What Is Caulilini—And What the Heck Do I Do With It?
There’s a new veg in town.
Cauliflower has had its superfood place in the sun for a while now. The high fiber, low-carb, veggie been made into steak substitutes, rice, pizza crusts, and even thrown into smoothies. But there’s a new brassica in town that could soon rival cauliflower’s fame. Caulilini—or “baby cauliflower”—is similar to broccolini (in fact, it’s actually produced and distributed by the same company, Mann’s.)
What Is Caulilini?
Caulilini has long stems, like broccolini, but it’s “blonde” in color like cauliflower. (And, in case you’re wondering, it’s non-GMO and there are zero additives or preservatives.) Caulilini hails from the brassica family, which includes cruciferous veggies, cabbage, and mustard plants.
The entire veggie, from stem to florets, is edible. According to Mann’s website, it has “sweet, succulent flavor” and the “ ‘perfectly imperfect’ shape adds both flavor and texture to side dishes, crudité platters, or entrée builds."
Each 3-ounce serving (about 3.5 pieces) has 20 calories, 4g carbs, 2g fiber, 2g of natural sugar, and 1g of protein. It also packs 25mg of calcium, 1mg of iron, and 203mg of potassium.
How to Cook With Caulilini
The recipe section of Mann’s website includes suggestions for grilling, sauteing, roasting, frying, and even pickling caulilini, which is making us seriously crave some. For the most part, you should treat caulilini like broccolini—try subbing caulilini in these recipes for blistered broccolini, stir-fried broccolini, or broccolini slaw.
Rick Russo, vice president of sales, marketing, and product management at Mann’s said in a media release, “Caulilini™ is as striking on the plate as it is on the palate.
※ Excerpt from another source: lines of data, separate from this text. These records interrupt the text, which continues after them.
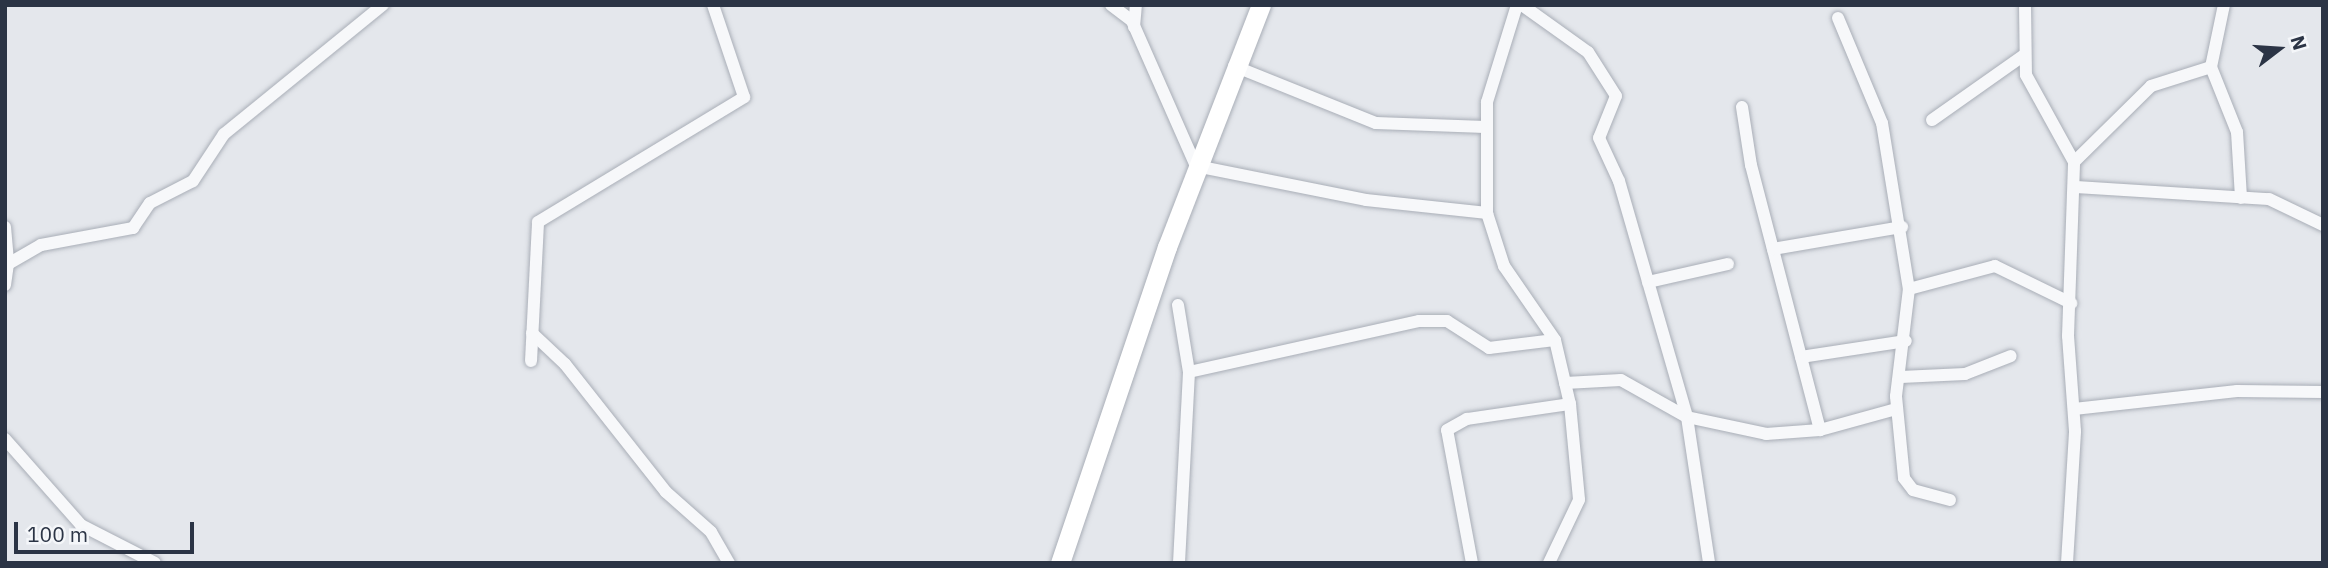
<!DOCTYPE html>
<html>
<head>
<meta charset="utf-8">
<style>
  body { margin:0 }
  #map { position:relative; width:2328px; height:568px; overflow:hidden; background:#e4e7ec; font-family:"IBM Plex Sans",sans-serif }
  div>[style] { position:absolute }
  .roads { filter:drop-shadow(0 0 2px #a9aeb7) drop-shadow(0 0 2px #a9aeb7) }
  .minor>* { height:12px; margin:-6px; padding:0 6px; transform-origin:6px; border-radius:6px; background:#f7f8fa }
  .primary>* { height:19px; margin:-9.5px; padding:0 9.5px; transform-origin:9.5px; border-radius:9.5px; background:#fff }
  span { translate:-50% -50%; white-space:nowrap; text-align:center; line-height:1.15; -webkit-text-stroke:5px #f4f6f9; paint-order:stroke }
  .frame { position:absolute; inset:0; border:7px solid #2b3445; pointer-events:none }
  .north { position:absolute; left:2244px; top:14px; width:70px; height:70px; -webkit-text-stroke:5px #f4f6f9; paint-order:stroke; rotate:73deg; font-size:19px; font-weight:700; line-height:28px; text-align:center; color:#2b3445 }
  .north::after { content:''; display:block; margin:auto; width:24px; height:32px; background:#2b3445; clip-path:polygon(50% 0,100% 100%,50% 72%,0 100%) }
  .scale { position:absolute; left:14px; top:522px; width:180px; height:32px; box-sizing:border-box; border:4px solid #2b3445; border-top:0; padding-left:9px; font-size:21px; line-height:24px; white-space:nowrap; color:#2b3445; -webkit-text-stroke:5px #f4f6f9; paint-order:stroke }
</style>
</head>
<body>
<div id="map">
  <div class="roads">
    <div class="minor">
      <i style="left:1111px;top:5px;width:26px;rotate:37deg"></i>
      <i style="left:1132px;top:21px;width:158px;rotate:66.2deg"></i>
      <i style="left:1196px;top:166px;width:173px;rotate:11.3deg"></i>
      <i style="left:1366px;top:200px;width:122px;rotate:6.1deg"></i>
      <i style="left:1517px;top:5px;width:102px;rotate:107.2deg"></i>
      <i style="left:1487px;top:102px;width:111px;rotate:90deg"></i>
      <i style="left:1487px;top:213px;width:56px;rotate:72.2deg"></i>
      <i style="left:1504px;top:266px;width:90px;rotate:55.4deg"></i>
      <i style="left:1555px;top:340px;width:66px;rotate:76.8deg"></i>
      <i style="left:1570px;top:404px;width:96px;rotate:84.6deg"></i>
      <i style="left:1579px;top:500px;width:70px;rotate:115.5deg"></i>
      <i style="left:1522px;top:5px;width:81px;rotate:35.5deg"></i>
      <i style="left:1588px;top:52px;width:52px;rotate:57.5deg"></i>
      <i style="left:1616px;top:96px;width:45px;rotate:112deg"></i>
      <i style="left:1599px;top:138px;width:47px;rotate:65.1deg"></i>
      <i style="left:1619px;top:181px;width:246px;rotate:73.9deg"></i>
      <i style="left:1687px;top:417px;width:148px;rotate:81.4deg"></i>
      <i style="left:2025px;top:5px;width:70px;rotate:89.2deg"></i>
      <i style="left:2026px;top:75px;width:99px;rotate:61.1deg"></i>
      <i style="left:1838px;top:18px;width:114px;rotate:67.3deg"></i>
      <i style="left:1882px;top:123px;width:168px;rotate:80.8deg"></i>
      <i style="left:1134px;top:27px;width:22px;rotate:-85deg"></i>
      <i style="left:1234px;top:66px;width:153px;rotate:21.9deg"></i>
      <i style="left:1376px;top:123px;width:109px;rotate:2.1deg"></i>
      <i style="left:2211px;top:67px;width:70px;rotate:68.2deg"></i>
      <i style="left:2237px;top:132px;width:66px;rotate:86.5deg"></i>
      <i style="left:1742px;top:107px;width:59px;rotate:81.2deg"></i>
      <i style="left:1751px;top:165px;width:274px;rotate:75.4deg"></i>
      <i style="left:1932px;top:120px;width:113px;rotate:-35.2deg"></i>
      <i style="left:2076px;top:187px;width:193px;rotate:3.6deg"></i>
      <i style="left:2269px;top:199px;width:60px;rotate:25.7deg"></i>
      <i style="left:5px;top:227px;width:37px;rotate:85deg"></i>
      <i style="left:1773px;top:249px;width:131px;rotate:-9.7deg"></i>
      <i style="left:1648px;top:282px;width:82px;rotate:-12.7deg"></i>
      <i style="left:5px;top:285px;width:21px;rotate:-82deg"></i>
      <i style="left:8px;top:264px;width:38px;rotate:-30deg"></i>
      <i style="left:41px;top:245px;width:94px;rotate:-10.5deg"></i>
      <i style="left:133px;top:228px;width:30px;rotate:-56deg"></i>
      <i style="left:150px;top:203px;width:48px;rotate:-27.1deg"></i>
      <i style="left:193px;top:181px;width:56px;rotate:-56.6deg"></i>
      <i style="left:224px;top:134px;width:205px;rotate:-39.1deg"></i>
      <i style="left:1178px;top:305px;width:68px;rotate:80.7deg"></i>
      <i style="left:1189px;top:372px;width:191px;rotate:93deg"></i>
      <i style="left:532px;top:333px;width:45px;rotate:43.2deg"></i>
      <i style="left:565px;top:364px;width:163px;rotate:51.7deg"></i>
      <i style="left:666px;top:492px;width:60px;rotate:41.6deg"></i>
      <i style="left:711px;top:532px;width:36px;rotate:60deg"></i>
      <i style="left:1801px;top:357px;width:106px;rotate:-8.7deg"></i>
      <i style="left:531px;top:361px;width:139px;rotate:-87.1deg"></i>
      <i style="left:538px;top:222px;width:241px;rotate:-31.2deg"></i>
      <i style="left:744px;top:97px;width:97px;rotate:-108.6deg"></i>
      <i style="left:1189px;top:372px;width:236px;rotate:-12.5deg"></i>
      <i style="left:1419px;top:321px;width:28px"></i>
      <i style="left:1447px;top:321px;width:50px;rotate:32.7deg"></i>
      <i style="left:1489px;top:348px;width:66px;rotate:-6.9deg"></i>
      <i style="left:1901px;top:377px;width:64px;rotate:-2.7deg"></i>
      <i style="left:1965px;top:374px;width:49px;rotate:-21.4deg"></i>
      <i style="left:1565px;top:383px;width:56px;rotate:-3.1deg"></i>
      <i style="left:1621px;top:380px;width:76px;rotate:29.3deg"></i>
      <i style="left:1687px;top:417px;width:81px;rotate:12.1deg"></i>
      <i style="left:1766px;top:434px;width:54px;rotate:-4.2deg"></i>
      <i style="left:1820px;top:430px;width:79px;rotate:-15.4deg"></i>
      <i style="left:2074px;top:409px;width:164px;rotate:-6.3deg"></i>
      <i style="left:2237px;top:391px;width:86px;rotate:0.7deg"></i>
      <i style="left:5px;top:439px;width:115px;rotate:48.5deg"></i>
      <i style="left:81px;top:525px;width:83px;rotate:27.2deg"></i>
      <i style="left:1950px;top:500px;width:38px;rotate:-165deg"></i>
      <i style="left:1913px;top:490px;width:15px;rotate:-127deg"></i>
      <i style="left:1904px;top:478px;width:82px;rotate:-95.6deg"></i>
      <i style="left:1896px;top:396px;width:108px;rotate:-83.1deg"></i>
      <i style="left:1909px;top:289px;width:89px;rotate:-15deg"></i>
      <i style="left:1995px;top:266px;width:85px;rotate:26deg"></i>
      <i style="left:1472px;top:563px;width:135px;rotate:-100.6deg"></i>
      <i style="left:1447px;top:430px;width:23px;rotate:-29deg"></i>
      <i style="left:1467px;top:419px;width:104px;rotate:-8.3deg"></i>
      <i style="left:2067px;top:563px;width:132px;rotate:-86.5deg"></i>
      <i style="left:2075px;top:431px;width:95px;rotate:-94.2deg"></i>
      <i style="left:2068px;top:336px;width:174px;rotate:-88deg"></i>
      <i style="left:2074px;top:162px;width:108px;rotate:-44.6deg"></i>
      <i style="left:2151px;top:86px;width:63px;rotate:-17.6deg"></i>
      <i style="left:2211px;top:67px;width:63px;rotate:-78.2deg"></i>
    </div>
    <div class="primary">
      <i style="left:1060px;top:563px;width:334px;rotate:-71.3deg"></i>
      <i style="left:1167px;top:247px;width:260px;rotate:-68.8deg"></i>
    </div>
  </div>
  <div class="frame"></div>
  <div class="north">N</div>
  <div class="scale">100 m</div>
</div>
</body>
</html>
It adds texture and high-end visual appeal to everything from veg-centric entrees to creative appetizers, and is already creating a lot of buzz with chefs.”
Last summer, caulilini was released exclusively to chefs in the food industry, but there are whispers it could be coming to grocery stores soon. In the meantime, we’ll be thinking of all the ways we can use it.